Repleto de referências pop, a começar pelo título, e quase todas elas do universo dos quadrinhos — trazendo à mente o escritor um pouco mais conhecido no Brasil, Michael Chabon, de Garotos Incríveis e As Incríveis Aventuras de Kavalier & Clay — A fortaleza da solidão, de Jonathan Lethem conta a história de amizade de dois garotos que, em comum, só tem três coisas: os nomes de gênios da música, a paixão pela chamada banda desenhada e o fato de serem criados longe de suas mães, por pais fechados em seu próprio universo (e os dois universos repletos da amargura de serem artistas, cada um em seu campo, não-realizados em suas carreiras).

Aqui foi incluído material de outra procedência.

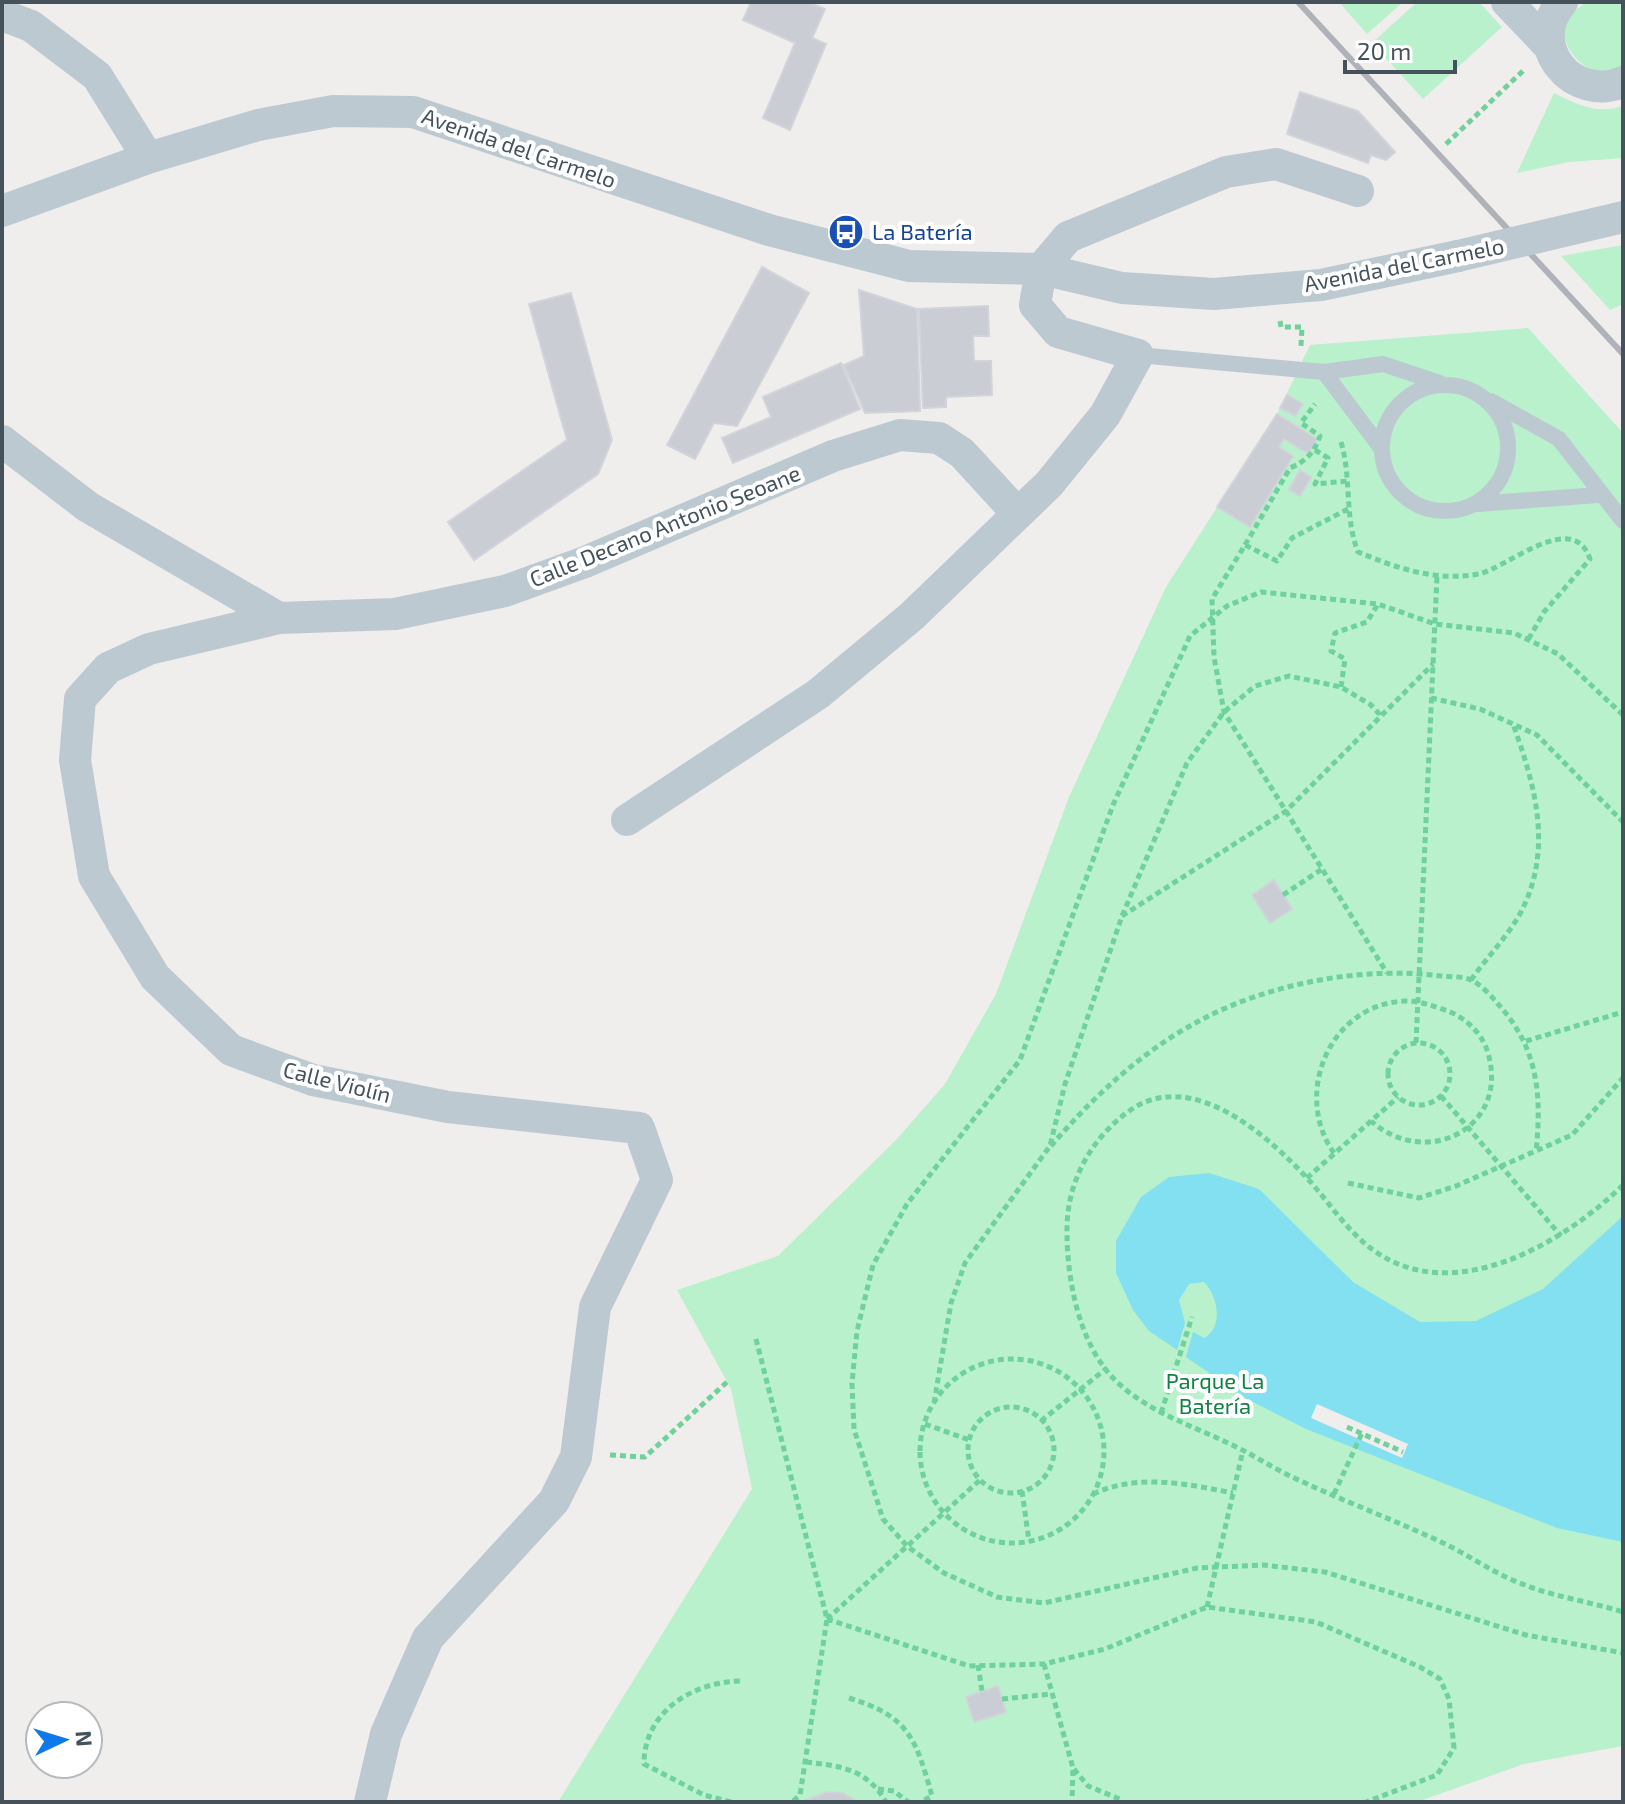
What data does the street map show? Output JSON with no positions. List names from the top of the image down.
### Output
{
  "streets": {
    "street": ["Avenida del Carmelo", "Calle Decano Antonio Seoane", "Calle Violín"]
  },
  "crossings": [
    ["Calle Decano Antonio Seoane", "Calle Violín"]
  ],
  "parks": ["Parque La Batería"],
  "places": {
    "bus stop": ["La Batería"]
  },
  "scale_bar": "20 m",
  "north": "right"
}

De resto, Dylan Ebdus e Mingus Rude são, com o perdão da frase fácil, opostos que se atraem: Dylan, um dos poucos garotos brancos do Brooklyn, importunado quase todos os dias pelos garotos negros do bairro: no começo do livro estamos nos anos 70, quando os ideais da integração racial ainda eram um rascunho em um bairro eminentemente negro e latino; Mingus, o negro bem nascido, filho de ex-cantor de soul, que ao invés de escolher ser mais um dos “agressores” de Dylan, prefere deixar sua marca de outra forma, tornando-se um dos mais ousados grafiteiros do Brooklyn.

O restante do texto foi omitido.